Dimana belakangan ini heboh kabar tentang keterlibatan Menteri Koordinator Bidang Kemaritiman dan Investasi Luhut Binsar Pandjaitan dalam bisnis tes Polymerase Chain Reaction (PCR) Covid-19. Luhut disebut memiliki saham di PT Genomik Solidaritas Indonesia (GSI) yang ikut di bisnis tes PCR.

Ridwan, sapaan akrabnya mendesak menteri yang terlibat dalam pengadaan PCR mundur dari jabatannya. Pasalnya, mereka telah mengeruk keuntungan dari derita rakyat akibat Covid-19.

Menurutnya, sangat memalukan keterlibatan para pejabat di bisnis tes PCR itu. Pasalnya, mereka mensubsidi obat, PCR dan alat kesehatan di Indonesia,” ucap Ridwan saat di wawancara di Kedai Kopi Phoenam Wahid Hasyim Jakarta Pusat.

Pada prinsipnya terjadinya penyelewengan politik dalam bentuk kolusi dan sebagainya, tidak hanya disebabkan oleh besarnya kewenangan yang dimiliki, namun juga karena dilanggarnya etika pejabat negara.

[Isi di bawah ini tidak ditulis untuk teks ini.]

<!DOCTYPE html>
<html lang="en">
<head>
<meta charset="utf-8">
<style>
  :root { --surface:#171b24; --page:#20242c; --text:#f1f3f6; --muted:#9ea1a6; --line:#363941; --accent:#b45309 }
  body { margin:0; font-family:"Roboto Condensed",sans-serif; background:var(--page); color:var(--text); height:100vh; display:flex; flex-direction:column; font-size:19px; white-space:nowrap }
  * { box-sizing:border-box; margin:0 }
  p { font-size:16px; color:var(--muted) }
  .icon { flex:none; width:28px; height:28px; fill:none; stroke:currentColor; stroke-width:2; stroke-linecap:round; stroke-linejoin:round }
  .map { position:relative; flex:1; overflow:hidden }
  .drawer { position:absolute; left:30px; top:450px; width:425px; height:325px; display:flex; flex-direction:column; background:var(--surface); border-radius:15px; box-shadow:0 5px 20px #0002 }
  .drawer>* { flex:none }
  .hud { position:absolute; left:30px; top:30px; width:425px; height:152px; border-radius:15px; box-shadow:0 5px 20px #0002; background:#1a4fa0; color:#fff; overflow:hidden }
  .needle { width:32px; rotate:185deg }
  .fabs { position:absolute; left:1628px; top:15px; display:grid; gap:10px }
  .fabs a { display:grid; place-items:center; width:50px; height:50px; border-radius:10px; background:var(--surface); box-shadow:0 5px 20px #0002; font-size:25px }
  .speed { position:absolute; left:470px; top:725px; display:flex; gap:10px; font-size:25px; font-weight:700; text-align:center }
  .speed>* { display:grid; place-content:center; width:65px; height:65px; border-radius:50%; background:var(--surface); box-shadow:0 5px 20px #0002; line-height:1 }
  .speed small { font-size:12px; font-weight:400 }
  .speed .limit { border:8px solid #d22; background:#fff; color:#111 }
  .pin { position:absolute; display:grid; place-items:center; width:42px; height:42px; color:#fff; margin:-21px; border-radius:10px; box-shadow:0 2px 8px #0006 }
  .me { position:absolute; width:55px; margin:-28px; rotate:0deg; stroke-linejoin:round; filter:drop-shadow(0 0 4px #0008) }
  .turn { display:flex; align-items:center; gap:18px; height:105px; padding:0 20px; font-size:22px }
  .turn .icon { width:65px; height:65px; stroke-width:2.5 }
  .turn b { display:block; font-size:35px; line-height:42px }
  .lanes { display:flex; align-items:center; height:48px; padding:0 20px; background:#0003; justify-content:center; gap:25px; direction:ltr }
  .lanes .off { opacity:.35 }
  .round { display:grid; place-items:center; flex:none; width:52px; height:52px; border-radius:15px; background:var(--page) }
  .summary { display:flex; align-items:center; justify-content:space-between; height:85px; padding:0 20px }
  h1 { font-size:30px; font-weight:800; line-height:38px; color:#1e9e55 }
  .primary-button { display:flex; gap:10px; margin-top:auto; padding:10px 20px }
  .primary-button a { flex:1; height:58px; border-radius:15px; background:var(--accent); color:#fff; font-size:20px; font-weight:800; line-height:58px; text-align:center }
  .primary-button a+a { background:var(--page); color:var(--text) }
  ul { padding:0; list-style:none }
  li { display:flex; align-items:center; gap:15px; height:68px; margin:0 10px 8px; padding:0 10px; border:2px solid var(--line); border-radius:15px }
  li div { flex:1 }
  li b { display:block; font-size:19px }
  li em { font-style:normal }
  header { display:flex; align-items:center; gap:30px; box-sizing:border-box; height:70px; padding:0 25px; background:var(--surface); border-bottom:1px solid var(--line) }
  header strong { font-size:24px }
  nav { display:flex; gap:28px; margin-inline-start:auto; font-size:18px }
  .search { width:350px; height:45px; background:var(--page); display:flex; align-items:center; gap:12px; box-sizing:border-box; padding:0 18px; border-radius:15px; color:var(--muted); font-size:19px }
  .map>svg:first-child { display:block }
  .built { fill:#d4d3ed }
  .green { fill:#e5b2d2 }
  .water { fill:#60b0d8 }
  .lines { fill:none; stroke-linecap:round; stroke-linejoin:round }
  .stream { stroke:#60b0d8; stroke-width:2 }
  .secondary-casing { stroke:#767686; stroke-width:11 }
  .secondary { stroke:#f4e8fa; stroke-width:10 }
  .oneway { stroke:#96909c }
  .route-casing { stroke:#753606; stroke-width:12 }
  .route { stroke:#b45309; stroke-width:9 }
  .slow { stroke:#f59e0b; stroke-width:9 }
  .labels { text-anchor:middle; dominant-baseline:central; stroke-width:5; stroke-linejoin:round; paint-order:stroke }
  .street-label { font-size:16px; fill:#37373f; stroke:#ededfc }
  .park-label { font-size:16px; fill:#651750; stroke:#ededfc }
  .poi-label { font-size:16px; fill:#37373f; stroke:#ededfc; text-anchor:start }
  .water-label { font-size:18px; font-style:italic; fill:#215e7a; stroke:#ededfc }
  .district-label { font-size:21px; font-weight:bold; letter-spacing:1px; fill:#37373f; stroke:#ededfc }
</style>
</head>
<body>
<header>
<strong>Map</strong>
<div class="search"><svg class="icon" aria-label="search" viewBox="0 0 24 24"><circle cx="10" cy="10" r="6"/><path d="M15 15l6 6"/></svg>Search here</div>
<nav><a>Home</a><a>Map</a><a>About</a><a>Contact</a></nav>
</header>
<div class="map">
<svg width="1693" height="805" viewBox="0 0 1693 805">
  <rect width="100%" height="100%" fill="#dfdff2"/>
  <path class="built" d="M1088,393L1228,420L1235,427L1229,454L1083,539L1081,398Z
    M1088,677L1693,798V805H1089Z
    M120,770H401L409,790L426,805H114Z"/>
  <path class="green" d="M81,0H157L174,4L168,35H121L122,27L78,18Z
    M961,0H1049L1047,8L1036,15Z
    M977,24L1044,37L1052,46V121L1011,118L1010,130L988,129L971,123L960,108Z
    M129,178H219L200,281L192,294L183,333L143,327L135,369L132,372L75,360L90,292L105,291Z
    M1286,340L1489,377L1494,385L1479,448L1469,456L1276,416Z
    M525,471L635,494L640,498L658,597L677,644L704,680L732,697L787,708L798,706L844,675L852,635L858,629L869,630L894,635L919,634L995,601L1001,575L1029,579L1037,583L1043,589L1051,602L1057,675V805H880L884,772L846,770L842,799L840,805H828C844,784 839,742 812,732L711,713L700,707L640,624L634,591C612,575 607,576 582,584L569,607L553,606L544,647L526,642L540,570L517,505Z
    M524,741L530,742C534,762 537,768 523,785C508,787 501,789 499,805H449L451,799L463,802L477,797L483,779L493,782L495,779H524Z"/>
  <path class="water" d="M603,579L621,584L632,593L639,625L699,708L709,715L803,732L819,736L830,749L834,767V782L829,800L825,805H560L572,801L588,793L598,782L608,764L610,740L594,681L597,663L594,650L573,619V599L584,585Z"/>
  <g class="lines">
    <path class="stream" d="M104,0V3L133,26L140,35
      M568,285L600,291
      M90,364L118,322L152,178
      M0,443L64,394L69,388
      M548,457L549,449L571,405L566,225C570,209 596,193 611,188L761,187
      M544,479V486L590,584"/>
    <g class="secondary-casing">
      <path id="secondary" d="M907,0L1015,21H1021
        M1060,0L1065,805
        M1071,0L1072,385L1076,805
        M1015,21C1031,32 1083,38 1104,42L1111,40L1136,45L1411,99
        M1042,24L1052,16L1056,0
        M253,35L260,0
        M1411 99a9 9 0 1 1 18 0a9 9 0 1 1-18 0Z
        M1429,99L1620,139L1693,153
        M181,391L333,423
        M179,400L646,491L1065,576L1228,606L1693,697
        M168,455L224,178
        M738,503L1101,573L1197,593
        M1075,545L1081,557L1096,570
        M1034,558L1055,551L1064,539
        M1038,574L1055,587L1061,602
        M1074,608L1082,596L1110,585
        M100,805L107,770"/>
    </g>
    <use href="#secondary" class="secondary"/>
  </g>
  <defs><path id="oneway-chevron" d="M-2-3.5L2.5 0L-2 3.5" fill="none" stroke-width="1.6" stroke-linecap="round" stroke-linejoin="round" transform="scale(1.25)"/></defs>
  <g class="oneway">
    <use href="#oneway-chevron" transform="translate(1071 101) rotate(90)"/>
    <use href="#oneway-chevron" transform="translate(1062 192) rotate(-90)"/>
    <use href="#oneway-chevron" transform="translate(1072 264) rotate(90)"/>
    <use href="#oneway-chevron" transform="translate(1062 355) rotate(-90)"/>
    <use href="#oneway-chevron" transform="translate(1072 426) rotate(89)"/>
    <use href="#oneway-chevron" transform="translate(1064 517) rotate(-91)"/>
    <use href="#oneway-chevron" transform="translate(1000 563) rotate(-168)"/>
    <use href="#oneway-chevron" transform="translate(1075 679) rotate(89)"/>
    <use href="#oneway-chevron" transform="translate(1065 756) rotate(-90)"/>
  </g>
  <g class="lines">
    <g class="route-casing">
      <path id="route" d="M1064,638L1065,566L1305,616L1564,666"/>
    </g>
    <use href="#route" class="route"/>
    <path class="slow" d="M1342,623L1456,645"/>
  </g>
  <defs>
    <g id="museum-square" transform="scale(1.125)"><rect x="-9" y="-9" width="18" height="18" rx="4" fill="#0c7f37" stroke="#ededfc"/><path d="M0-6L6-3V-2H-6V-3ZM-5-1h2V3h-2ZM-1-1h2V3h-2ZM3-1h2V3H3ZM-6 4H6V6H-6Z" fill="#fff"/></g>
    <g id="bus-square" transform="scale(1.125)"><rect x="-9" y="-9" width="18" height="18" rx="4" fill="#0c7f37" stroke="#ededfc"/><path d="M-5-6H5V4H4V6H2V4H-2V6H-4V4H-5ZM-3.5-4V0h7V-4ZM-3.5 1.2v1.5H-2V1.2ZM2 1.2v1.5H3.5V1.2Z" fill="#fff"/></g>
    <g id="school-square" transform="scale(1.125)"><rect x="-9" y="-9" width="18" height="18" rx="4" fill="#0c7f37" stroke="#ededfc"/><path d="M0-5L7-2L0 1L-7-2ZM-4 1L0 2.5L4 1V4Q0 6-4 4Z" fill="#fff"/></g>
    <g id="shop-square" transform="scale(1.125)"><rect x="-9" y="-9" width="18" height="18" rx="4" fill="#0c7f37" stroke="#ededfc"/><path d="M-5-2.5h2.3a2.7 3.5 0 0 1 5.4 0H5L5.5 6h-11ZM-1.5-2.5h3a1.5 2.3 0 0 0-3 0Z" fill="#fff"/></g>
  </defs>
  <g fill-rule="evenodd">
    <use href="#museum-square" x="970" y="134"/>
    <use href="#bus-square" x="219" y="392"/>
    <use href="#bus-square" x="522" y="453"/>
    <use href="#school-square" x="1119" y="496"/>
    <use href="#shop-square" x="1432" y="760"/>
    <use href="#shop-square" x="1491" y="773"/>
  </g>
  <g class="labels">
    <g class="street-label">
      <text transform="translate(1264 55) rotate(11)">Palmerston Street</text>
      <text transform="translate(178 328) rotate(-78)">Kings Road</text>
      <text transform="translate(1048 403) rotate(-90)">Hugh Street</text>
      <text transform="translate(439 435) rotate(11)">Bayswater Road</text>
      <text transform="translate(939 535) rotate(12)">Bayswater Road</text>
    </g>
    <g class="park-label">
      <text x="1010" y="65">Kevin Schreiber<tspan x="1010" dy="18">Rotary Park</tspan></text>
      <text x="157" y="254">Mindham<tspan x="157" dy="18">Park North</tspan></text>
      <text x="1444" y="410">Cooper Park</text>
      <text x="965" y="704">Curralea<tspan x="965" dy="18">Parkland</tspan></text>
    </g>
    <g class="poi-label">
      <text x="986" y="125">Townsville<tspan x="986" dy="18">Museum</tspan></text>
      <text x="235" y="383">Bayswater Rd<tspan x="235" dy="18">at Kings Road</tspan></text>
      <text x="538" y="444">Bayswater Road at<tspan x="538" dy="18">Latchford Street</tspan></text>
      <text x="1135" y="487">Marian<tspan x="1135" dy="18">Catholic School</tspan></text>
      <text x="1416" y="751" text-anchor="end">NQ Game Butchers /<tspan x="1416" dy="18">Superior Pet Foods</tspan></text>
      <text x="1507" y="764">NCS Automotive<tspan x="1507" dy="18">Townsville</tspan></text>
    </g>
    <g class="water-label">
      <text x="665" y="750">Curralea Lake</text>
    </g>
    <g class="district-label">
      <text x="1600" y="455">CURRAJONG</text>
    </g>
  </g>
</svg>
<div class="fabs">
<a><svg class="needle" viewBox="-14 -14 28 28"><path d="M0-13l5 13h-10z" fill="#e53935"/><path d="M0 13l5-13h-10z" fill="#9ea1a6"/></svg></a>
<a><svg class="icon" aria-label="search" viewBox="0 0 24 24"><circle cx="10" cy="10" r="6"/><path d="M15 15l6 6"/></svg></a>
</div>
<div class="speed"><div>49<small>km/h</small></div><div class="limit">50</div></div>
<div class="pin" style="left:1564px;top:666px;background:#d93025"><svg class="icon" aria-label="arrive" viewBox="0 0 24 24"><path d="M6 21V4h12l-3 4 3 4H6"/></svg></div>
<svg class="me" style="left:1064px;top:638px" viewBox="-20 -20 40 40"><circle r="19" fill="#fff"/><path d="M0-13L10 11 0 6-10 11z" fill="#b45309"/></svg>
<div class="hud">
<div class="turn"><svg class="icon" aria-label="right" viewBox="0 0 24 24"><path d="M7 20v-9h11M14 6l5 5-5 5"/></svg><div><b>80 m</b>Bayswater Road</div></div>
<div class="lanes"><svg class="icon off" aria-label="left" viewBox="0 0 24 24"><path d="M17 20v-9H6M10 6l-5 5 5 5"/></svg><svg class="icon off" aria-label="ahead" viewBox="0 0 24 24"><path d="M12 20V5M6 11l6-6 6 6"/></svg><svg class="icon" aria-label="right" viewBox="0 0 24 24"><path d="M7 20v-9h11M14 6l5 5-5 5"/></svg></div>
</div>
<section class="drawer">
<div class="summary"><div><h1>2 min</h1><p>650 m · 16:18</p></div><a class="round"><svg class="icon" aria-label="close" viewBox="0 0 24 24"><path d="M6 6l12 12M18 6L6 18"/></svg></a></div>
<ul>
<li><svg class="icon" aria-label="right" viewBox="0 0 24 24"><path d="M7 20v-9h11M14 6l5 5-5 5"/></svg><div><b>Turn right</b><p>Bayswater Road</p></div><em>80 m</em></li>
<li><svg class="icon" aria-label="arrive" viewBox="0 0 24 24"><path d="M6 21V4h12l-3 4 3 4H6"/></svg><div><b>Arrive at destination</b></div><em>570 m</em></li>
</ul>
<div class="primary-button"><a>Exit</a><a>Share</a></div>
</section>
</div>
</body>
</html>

“Kewenangan Menko Maritim dan Investasi Luhut Binsar Panjaitan nyaris tidak terkontrol lagi, dan ini bisa jadi membahayakan proses berbangsa dan bernegara kita khususnya empati dan etika pejabat publik,” tandasnya.

Bahkan menteri-menteri yang tidak berkaitan dengan tupoksi penanganan Covid-19 malah lebih dominan, sebab ternyata ada kepentingan bisnis terselubung di dalamnya.
Sehingga ini merupakan nepotisme terbuka,” tambah Ridwan.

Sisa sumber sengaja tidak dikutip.